Prompt:
From the first line of the entries below through the line holding "M29 188 40 210", write out every line exactly, please, and leave out the pictures.

▼

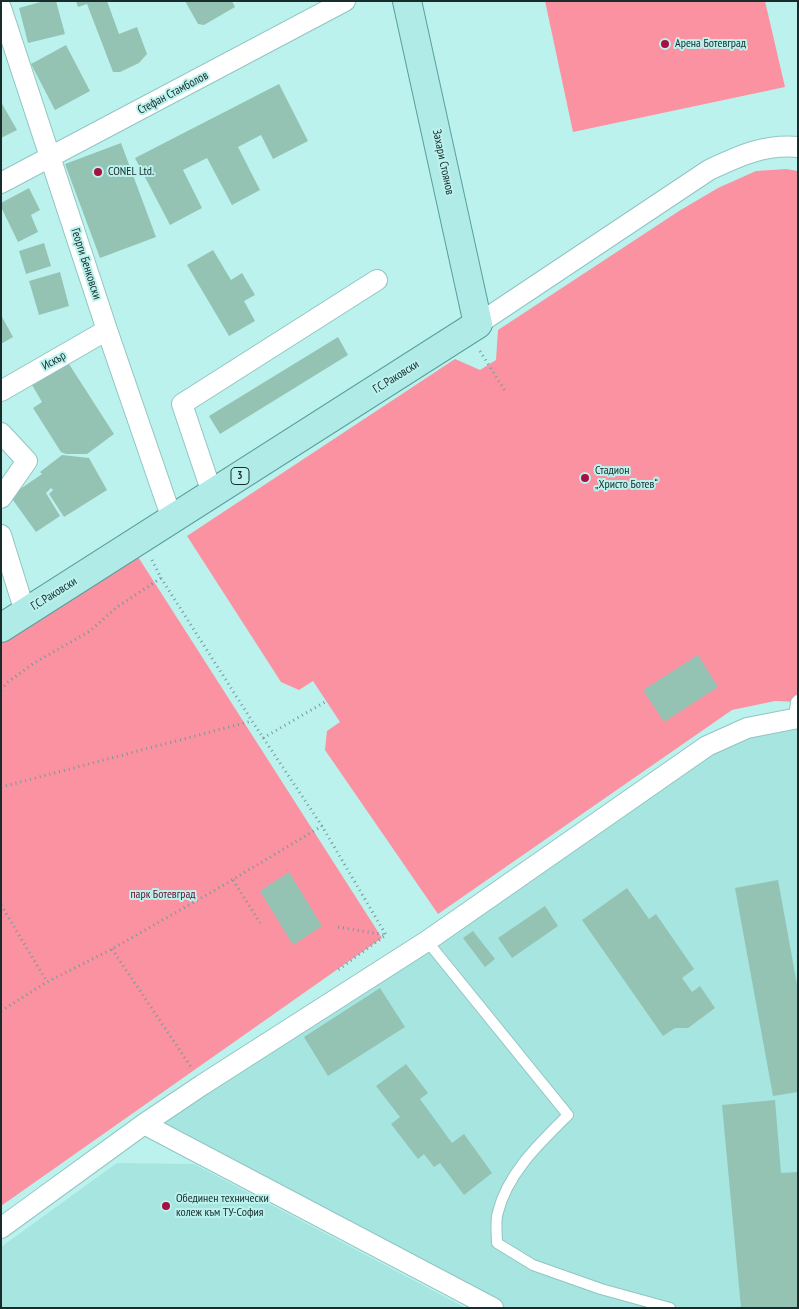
<!DOCTYPE html>
<html>
<head>
<meta charset="utf-8">
<style>
	body { margin:0 }
	#map { position:relative; width:799px; height:1309px; overflow:hidden; background:#bcf2ee; font-family:"PT Sans Narrow",sans-serif }
	canvas { display:block }
	.frame { position:absolute; inset:0; border:2px solid #172c2b; pointer-events:none }
</style>
</head>
<body>
<div id="map">
<canvas width="799" height="1309"></canvas>
<div class="frame"></div>
</div>
<script>
const context = document.querySelector('canvas').getContext('2d');
context.lineJoin = 'round';
function fill(path, color) { context.fillStyle = color; context.fill(path, 'evenodd'); }
function strokePath(path, color, width, dash) { context.strokeStyle = color; context.lineWidth = width; context.lineCap = dash ? 'butt' : 'round'; context.setLineDash(dash || []); context.stroke(path); }
function drawText(font, color, halo, rows, align = 'center') {
  context.font = font + ' "PT Sans Narrow",sans-serif'; context.lineWidth = 4; context.setLineDash([]); context.textBaseline = 'middle'; context.strokeStyle = halo; context.fillStyle = color; for (const [text, x, y, turn = 0] of rows) {
    context.save(); context.translate(x, y); context.rotate((+turn || 0) * Math.PI / 180); context.textAlign = isNaN(turn) ? turn : align; if (halo) context.strokeText(text, 0, 0); context.fillText(text, 0, 0); context.restore();
  }
}
const built = new Path2D(`
	M798 718V1308H499L144 1124 707 746Z
	M117 1163 194 1164 466 1308H1V1247Z`);
const green = new Path2D(`
	M545 1H765L785 87 573 132Z
	M786 169 798 171V702L775 701 732 710 438 914 325 750 327 731 340 722 313 681 299 690 281 682 187 536 455 359 480 370 496 360 498 330 679 211 718 188 756 171Z
	M133 549 382 938 1 1206V635Z`);
const building = new Path2D(`
	M44 1H56L65 34 28 43 19 8Z
	M76 1H107L119 34 137 27 147 54 139 63 120 72H113L87 4 78 7Z
	M185 1H232L235 7 204 25 198 24Z
	M66 45 90 91 55 110 31 64Z
	M279 84 308 141 273 159 261 135 238 147 260 190 232 205 207 158 183 170 202 208 170 225 135 158Z
	M1 102 17 130 1 138Z
	M121 143 156 237 100 258 65 164Z
	M29 188 40 210 31 215 38 232 18 242 1 207V203Z
	M44 243 51 266 26 274 19 251Z
	M213 250 231 280 242 273 255 295 244 301 255 321 229 336 187 265Z
	M60 272 69 306 39 315 29 281Z
	M1 315 13 337 1 344Z
	M338 337 348 355 220 434 209 416Z
	M67 361 114 434 87 454H66L61 452 33 408 42 402 32 385Z
	M62 455 89 458 107 490 64 517 49 494 53 490 51 488 46 493 60 516 36 532 10 496 42 474 40 472Z
	M698 655 718 687 664 722 643 690Z
	M289 872 322 926 293 945 260 891Z
	M778 880 798 990V1092L773 1096 735 888Z
	M627 888 649 919 656 914 694 969 682 978 692 992 700 986 715 1008 688 1028H675L663 1036 582 920Z
	M545 906 558 926 512 958 498 938Z
	M473 931 495 959 485 967 463 938Z
	M380 988 405 1027 328 1076 304 1037Z
	M406 1064 428 1093 420 1099 452 1143 464 1134 492 1173 464 1195 440 1163 434 1167 424 1154 418 1159 391 1124 400 1117 376 1086Z
	M775 1100 781 1173 798 1172V1308H741L722 1105Z`);
const path = new Path2D(`
	M480 351 505 391
	M152 560 161 578 252 721 322 826 386 935 338 970
	M1 690 8 682 34 663 90 631 117 607 161 578
	M263 738 325 702
	M1 787 252 721
	M233 880 260 923
	M1 905 47 982
	M338 927 386 935
	M112 949 191 1067
	M1 1011 47 982 112 949 222 886 322 826`);
const lane = new Path2D(`
	M794 718 796 702 798 700
	M427 941 568 1115C541 1142 508 1172 498 1212 495 1221 497 1233 497 1243L533 1265 601 1289 670 1308`);
const street = new Path2D(`
	M1 8 107 330 172 519
	M1 183 345 1
	M478 324 709 170C739 156 764 144 798 147
	M1 391 107 330
	M1 433 27 461 1 498
	M212 493 182 404 377 280
	M1 535 25 612
	M144 1124 493 1308
	M1 1228 144 1124 202 1085 427 941 707 746 747 728 798 718`);
const primary = new Path2D(`
	M1 628 478 324 407 1`);
const markers = [
	[665,44,5,"#a71042"],
	[98,172,5,"#a71042"],
	[585,478,5,"#a71042"],
	[166,1206,5,"#a71042"]
];
const shields = [
	[240,476,18]
];
const shieldNames = [
	["3",240,476]
];
const poiNames = [
	["Арена Ботевград",675,44],
	["CONEL Ltd.",108,172],
	["Стадион",595,471],
	["„Христо Ботев“",595,485],
	["Обединен технически",176,1199],
	["колеж към ТУ-София",176,1213]
];
const streetNames = [
	["Стефан Стамболов",173,93,-28],
	["Захари Стоянов",443,162,78],
	["Георги Бенковски",86,264,72],
	["Искър",54,361,-30],
	["Г.С.Раковски",396,377,-32],
	["Г.С.Раковски",54,594,-32]
];
const parkNames = [
	["парк Ботевград",163,895]
];
fill(built, '#a6e5e0');
fill(green, '#fb92a2');
fill(building, '#95c3b3');
strokePath(lane, '#91c5c2', 12);
strokePath(street, '#91c5c2', 22);
strokePath(primary, '#589f9b', 30);
strokePath(path, '#739a98', 3, [1, 4]);
strokePath(lane, '#fff', 10);
strokePath(street, '#fff', 20);
strokePath(primary, '#b0ebe7', 28);
for (const [x, y, r, color] of markers) { const dot = new Path2D(); dot.arc(x, y, r, 0, 2 * Math.PI); context.fillStyle = color; context.fill(dot); strokePath(dot, '#bcf2ee', 2); }
for (const [x, y, w] of shields) { const box = new Path2D(); box.roundRect(x - w / 2, y - 8.5, w, 17, 4); context.fillStyle = '#bcf2ee'; context.fill(box); strokePath(box, '#172c2b', 1); }
drawText('bold 11px', '#172c2b', null, shieldNames);
drawText('12px', '#172c2b', '#bcf2ee', poiNames, 'left');
drawText('12px', '#172c2b', '#bcf2ee', streetNames);
drawText('12px', '#6b0d29', '#bcf2ee', parkNames);
</script>
</body>
</html>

▲

Worked solution:
<!DOCTYPE html>
<html>
<head>
<meta charset="utf-8">
<style>
	body { margin:0 }
	#map { position:relative; width:799px; height:1309px; overflow:hidden; background:#bcf2ee; font-family:"PT Sans Narrow",sans-serif }
	canvas { display:block }
	.frame { position:absolute; inset:0; border:2px solid #172c2b; pointer-events:none }
</style>
</head>
<body>
<div id="map">
<canvas width="799" height="1309"></canvas>
<div class="frame"></div>
</div>
<script>
const context = document.querySelector('canvas').getContext('2d');
context.lineJoin = 'round';
function fill(path, color) { context.fillStyle = color; context.fill(path, 'evenodd'); }
function strokePath(path, color, width, dash) { context.strokeStyle = color; context.lineWidth = width; context.lineCap = dash ? 'butt' : 'round'; context.setLineDash(dash || []); context.stroke(path); }
function drawText(font, color, halo, rows, align = 'center') {
  context.font = font + ' "PT Sans Narrow",sans-serif'; context.lineWidth = 4; context.setLineDash([]); context.textBaseline = 'middle'; context.strokeStyle = halo; context.fillStyle = color; for (const [text, x, y, turn = 0] of rows) {
    context.save(); context.translate(x, y); context.rotate((+turn || 0) * Math.PI / 180); context.textAlign = isNaN(turn) ? turn : align; if (halo) context.strokeText(text, 0, 0); context.fillText(text, 0, 0); context.restore();
  }
}
const built = new Path2D(`
	M798 718V1308H499L144 1124 707 746Z
	M117 1163 194 1164 466 1308H1V1247Z`);
const green = new Path2D(`
	M545 1H765L785 87 573 132Z
	M786 169 798 171V702L775 701 732 710 438 914 325 750 327 731 340 722 313 681 299 690 281 682 187 536 455 359 480 370 496 360 498 330 679 211 718 188 756 171Z
	M133 549 382 938 1 1206V635Z`);
const building = new Path2D(`
	M44 1H56L65 34 28 43 19 8Z
	M76 1H107L119 34 137 27 147 54 139 63 120 72H113L87 4 78 7Z
	M185 1H232L235 7 204 25 198 24Z
	M66 45 90 91 55 110 31 64Z
	M279 84 308 141 273 159 261 135 238 147 260 190 232 205 207 158 183 170 202 208 170 225 135 158Z
	M1 102 17 130 1 138Z
	M121 143 156 237 100 258 65 164Z
	M29 188 40 210 31 215 38 232 18 242 1 207V203Z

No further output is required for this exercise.